Qu’on ne craigne donc pas le salmigondis expérimental boursouflé de coquetteries de qui voudrait faire écrivain en prenant le parti d’une originalité forcée, excentrique – la bizarrerie pour la bizarrerie. L’écriture de Frédérique Germanaud, au rythme magistralement maîtrisé, ne séparant jamais le son du sens, est également remarquable par ses ellipses et ses métaphores, élégantes, légères, délicates et inventives.

Encore, la littérature se reconnaît à ce qu’elle interroge plus qu’elle n’affirme, en ce qu’elle cherche plus qu’en ce qu’elle trouve. Ici, par exemple, la question du deuil, du faire-le-deuil : impossible ? Mais c’est d’abord sur la littérature elle-même, sur son pouvoir ou son impuissance, son innocuité, que la narratrice, écrivant “avec l’énergie des survivants”, s’interroge : “Croire éclaircir le mystère en posant des mots sur la page et ne faire que l’épaissir”. Mais: “je ne sais faire que ça”. Justification suffisante aux yeux du lecteur (comblé) que je suis.
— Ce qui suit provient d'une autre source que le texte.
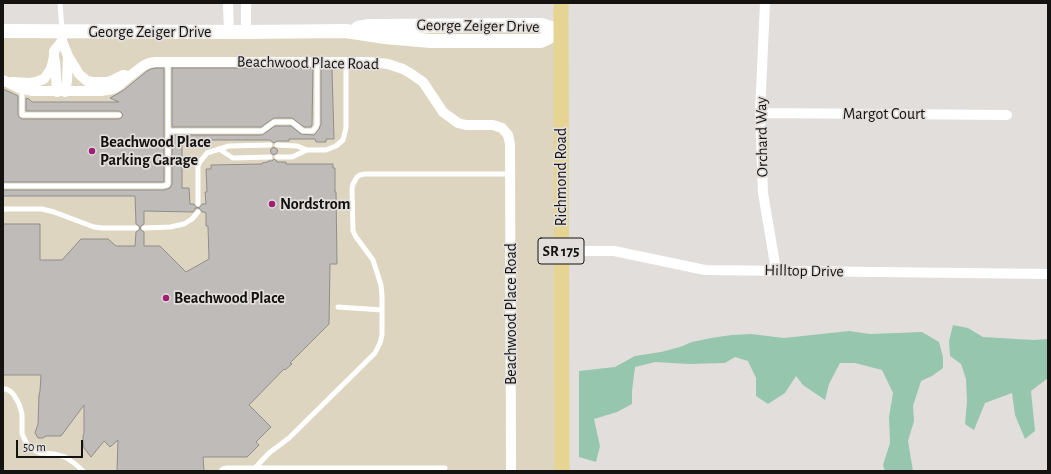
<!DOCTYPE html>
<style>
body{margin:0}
#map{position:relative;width:1051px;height:474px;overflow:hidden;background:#e2dedb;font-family:"Alegreya Sans",sans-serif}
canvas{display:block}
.frame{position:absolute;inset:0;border:4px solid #141312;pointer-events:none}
.scale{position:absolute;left:16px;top:440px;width:67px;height:18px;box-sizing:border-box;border:2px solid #141312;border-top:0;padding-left:5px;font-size:12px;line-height:14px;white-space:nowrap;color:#141312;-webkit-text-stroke:3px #e2dedb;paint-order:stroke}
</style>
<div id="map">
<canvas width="1051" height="474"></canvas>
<div class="frame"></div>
<div class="scale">50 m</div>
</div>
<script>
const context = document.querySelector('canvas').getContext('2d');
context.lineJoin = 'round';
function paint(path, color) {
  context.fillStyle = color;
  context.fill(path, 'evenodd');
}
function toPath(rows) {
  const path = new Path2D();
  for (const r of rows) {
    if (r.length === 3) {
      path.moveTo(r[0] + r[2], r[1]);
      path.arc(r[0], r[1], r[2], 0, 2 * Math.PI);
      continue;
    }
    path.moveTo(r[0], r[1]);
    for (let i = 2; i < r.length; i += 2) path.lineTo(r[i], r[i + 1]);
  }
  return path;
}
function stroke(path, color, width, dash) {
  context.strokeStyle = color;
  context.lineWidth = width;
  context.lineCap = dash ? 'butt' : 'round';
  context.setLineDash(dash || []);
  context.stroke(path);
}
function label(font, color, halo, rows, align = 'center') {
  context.font = font + ' "Alegreya Sans",sans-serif';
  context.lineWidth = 3.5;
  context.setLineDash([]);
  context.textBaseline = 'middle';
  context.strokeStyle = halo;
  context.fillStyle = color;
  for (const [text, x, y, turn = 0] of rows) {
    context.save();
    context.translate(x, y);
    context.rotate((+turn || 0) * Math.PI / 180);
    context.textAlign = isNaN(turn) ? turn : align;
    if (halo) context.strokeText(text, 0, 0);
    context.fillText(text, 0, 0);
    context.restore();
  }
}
paint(toPath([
 [3,31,561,31,562,471,3,471]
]), '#ddd5bf');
paint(toPath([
 [953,325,968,328,983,337,1033,340,1048,339,1048,378,1031,391,1035,431,1025,439,1015,415,1012,393,985,403,974,430,965,424,967,401,966,379,961,364,950,356,949,341],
 [849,331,870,334,922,332,939,342,943,357,943,368,932,376,921,381,913,406,914,421,908,441,913,471,885,471,883,465,890,443,889,417,893,393,882,370,855,363,840,363,829,384,825,400,803,385,796,376,785,393,768,404,756,396,756,378,748,361,735,357,725,363,689,364,655,362,635,367,632,391,632,404,617,412,594,419,600,446,596,462,579,457,579,371,615,367,635,356,661,352,680,347,692,342,711,338,732,335,751,334,784,338]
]), '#97c6af');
const building = toPath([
 [156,68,164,68,164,182,3,182,3,89,18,96,18,115,19,117,22,119,119,119,122,117,123,115,121,112,119,111,26,111,26,98,29,99,32,102,119,102,110,98,124,90,147,71,151,69,156,68],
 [172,68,313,68,312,125,311,127,304,127,292,118,274,118,261,127,172,127,172,68],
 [321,68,329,68,332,70,334,139,326,139,326,142,316,142,315,139,289,139,289,141,277,141,274,143,270,140,182,140,182,188,189,188,190,204,194,204,195,206,198,208,200,207,202,204,206,204,205,192,207,192,206,169,211,169,211,165,262,164,262,163,268,162,268,161,272,161,274,159,277,161,277,162,286,162,286,164,333,164,333,168,335,168,335,192,336,192,337,264,330,264,329,324,290,363,292,364,285,370,284,369,249,405,271,427,256,442,259,445,247,457,203,457,204,471,117,471,118,440,110,447,104,441,91,457,84,448,83,442,83,435,84,434,84,405,61,436,46,436,43,438,38,438,35,433,38,424,39,395,40,391,41,375,3,375,3,224,40,224,40,260,62,260,81,239,108,239,116,246,135,246,136,232,139,230,140,228,138,225,136,224,135,196,3,196,3,190,164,190,170,188,172,184,172,135,262,135,275,126,291,126,301,134,314,135,319,129,321,124,321,68],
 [196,208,199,208,202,212,205,212,205,213,206,213,206,226,208,226,209,259,186,272,160,246,144,246,144,232,141,230,140,228,142,225,144,224,144,211,193,212,196,208],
 [274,151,3.5]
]);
paint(building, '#bfbbb9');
stroke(building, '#908d8a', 1);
stroke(toPath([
 [60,3,62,30],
 [22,89,22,115,119,115],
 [168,131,262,131,274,122,292,122,303,131,313,131,316,127,317,124,317,61],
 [277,145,297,146,307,150,326,150,336,146,343,140,346,128,346,62],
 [219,149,233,158,270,157],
 [277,157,292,157,307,150],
 [3,186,163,186,167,185,168,184,168,62],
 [198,204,198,166,200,162,207,153,229,146,270,145],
 [3,209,42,209,54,212,94,227,102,228,136,228],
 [144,228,170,227,184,224,192,219,198,212],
 [338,307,382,310],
 [3,389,6,389,10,391,14,395,19,404,22,414,22,434,27,444,31,448,40,453,54,454,65,457,74,463,83,471],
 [445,468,255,468,269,453,289,438,375,353,380,343,382,335,382,296,381,285,373,260,356,237,353,231,352,189,353,184,357,177,360,175,365,174,510,174],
 [221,471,223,469,227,468,255,468]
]), '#fff', 5);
stroke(toPath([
 [228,3,229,32],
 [246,3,246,32],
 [765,3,760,113,763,193,776,270],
 [62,35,62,41,68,56,67,81,65,92],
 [68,56,79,74,87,81,92,82,107,82,113,80,123,75,128,76],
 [55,61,57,92],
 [3,80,19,88,33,91,101,91,113,89,117,87,130,76,143,66,149,63,156,62,369,62,388,64,403,69,410,73,423,82,443,112,458,123,466,125,493,125,502,128,508,135,510,144,511,471],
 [12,82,30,83,36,82,44,79,51,69,54,57,54,51,62,41],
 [760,113,1007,115],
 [561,251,614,251,705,270,1048,274]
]), '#fff', 10);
stroke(toPath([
 [358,28,369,26,541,25,561,31],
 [3,31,246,32,346,31,385,37,431,41,541,41,561,31]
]), '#fff', 14);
stroke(toPath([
 [561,3,562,471]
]), '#e5d492', 15);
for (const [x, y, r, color] of [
 [92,151,4,"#9e1f73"],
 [272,204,4,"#9e1f73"],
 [166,298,4,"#9e1f73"]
]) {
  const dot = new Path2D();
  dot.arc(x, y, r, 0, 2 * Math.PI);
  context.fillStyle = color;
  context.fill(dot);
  stroke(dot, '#e2dedb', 1.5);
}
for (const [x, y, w] of [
 [561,251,46]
]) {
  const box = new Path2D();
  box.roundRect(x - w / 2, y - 13, w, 26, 3);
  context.fillStyle = '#e2dedb';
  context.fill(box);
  stroke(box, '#141312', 1);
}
label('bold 15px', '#141312', null, [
 ["SR 175",561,251]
]);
label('16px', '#141312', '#e2dedb', [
 ["George Zeiger Drive",478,26,1],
 ["George Zeiger Drive",150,32],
 ["Beachwood Place Road",308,63,1],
 ["Margot Court",884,114],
 ["Orchard Way",762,137,-91],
 ["Richmond Road",561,177,-90],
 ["Hilltop Drive",804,271,1],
 ["Beachwood Place Road",511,314,-90]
]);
label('bold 16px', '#141312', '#e2dedb', [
 ["Beachwood Place",100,142],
 ["Parking Garage",100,160],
 ["Nordstrom",280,204],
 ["Beachwood Place",174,298]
], 'left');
</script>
À l’instar des meilleurs écrivains, Frédérique Germanaud s’intéresse davantage à l’exploration et à la formulation des sensations qu’à la narration qui, en littérature (me semble-t-il) ne peut valoir qu’en tant que prétexte (Jean de La Fontaine: “Et conter pour conter me semble peu d’affaire”). On se gardera donc, ici, de raconter l’histoire, ponctuée de trois “épigraphes”, trois adresses, à la deuxième personne du singulier, à “l’amant disparu”, sauf à dire que les pièces du puzzle se rassemblent à la fin du “roman”.

Car ce qui importe, c’est qu’après un “lundi noir”, la narratrice, rescapée “dans une ville mutilée”, un monde post-apocalyptique, écrive “contre la rage et la douleur”, “dans l’ombre de la mort”. Ce que d’autres, Maurice Blanchot en tête, appellent “l’écriture du désastre”, telle, encore, l’auteure de théâtre Noëlle Renaude, “œil tourné nativement vers le désastre”, ce désastre singulièrement humain “qui me fait aimer l’homme”, “cette gloire de la catastrophe”: ce n’est pas le Le Clézio du Déluge qui démentirait, ni Beckett, auteur de Catastrophe et d’une œuvre entièrement catastrophée.

Avec toutes ces qualités, déjà présentes et repérées dans ses précédents livres, Frédérique Germanaud s’est engagée dans une entreprise littéraire qui échappe à toute démagogie, cette démagogie si courte par laquelle nombre d’écrivains en vue aujourd’hui cherchent à flatter le lecteur, le client. Frédérique Germanaud écrit avec une exigence d’artiste, sans concession, ni visée séductrice.

Enfin, tout simplement, ceci que j’allais oublier de dire: ce livre est, dans tous les sens du mot, intelligent. Est-ce si courant ?

Courir à l’aube, par Frédérique Germanaud, Éditions La clé à molette, collection “Hodeïdah!”, 130 pp., 14 €, ISBN 979-10-91189-12-5.